В этом мире заменители свободы имели вкус свободы. Неудивительно, что после 1989 года во многих случаях нормальность путали с нормальностью.

Польские элиты не имели более глубоких знаний о том, как на самом деле работает демократия, как работает экономика, как работает государство. У Качиньского тоже не было знаний, поэтому одно преувеличение заменило другое, на минимализм он ответил максимизмом. Но его интуиция была правильной. Разум проблем трансформации видел в больших социальных группах, таких как рабочие или крестьяне, в то время как она сама была самым большим препятствием. И его превращение в современность оказалось самым болезненным процессом.

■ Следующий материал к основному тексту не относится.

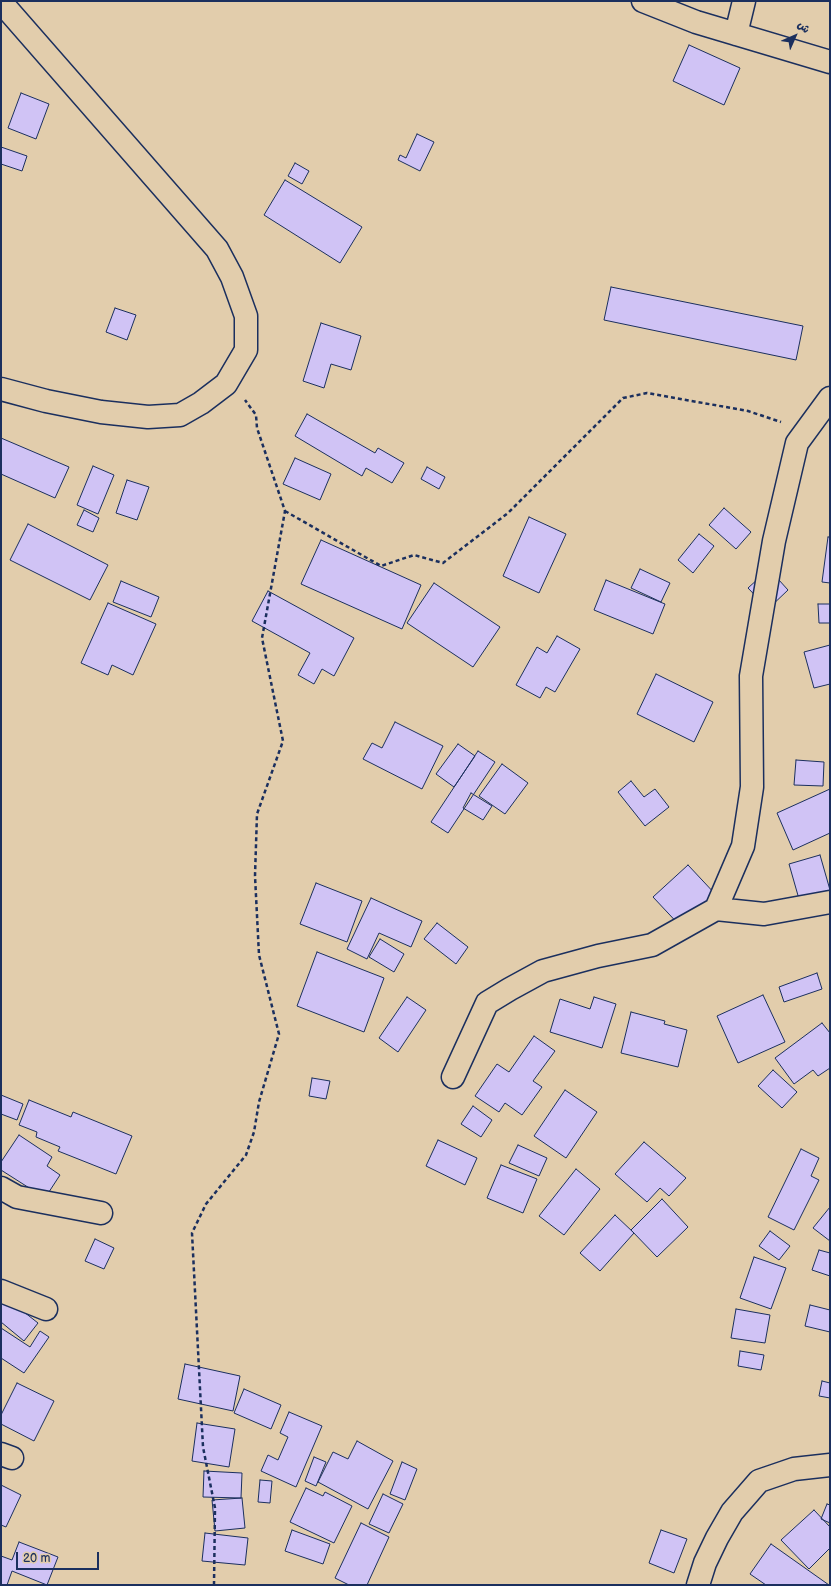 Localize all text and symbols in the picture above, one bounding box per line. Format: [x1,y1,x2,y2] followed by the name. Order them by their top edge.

Добро пожаловать на стажировки, стажировки и волонтерство!

Присоединяйтесь!

Почему Качиньский почувствовал проблему и не решил ее хорошо? Потому что он нес большую часть ограничений своего слоя, был фрагментом мира, который он критиковал, и это был его самый токсичный фрагмент. Давайте склонимся перед социальным положением среды, из которой выросли Качиньский, Михник, все тогдашнее поколение. Руководители разведки жили только в крупных городах, практически в двух: Варшаве и Кракове. Они имели гуманистическое образование и жили гуманистической профессией; они поддерживали свою работу в редакционных статьях, на университетских работах и в написании книг. У них никогда не было богатства, поэтому они совершенно не интересовались экономической жизнью. У них не было обширных социальных контактов, их семьи были однородными, пока у интеллектуалов из других частей Польши часто были родители из сельской местности или из небольшого городка или из другой социальной группы.

Лидеры мнений той эпохи пришли в мир в интеллектуальных анклавах. Их родители, супруги, дети, друзья образовали замкнутый мир интеллигентных семей. Они ничего не знали о том, как живут другие социальные слои.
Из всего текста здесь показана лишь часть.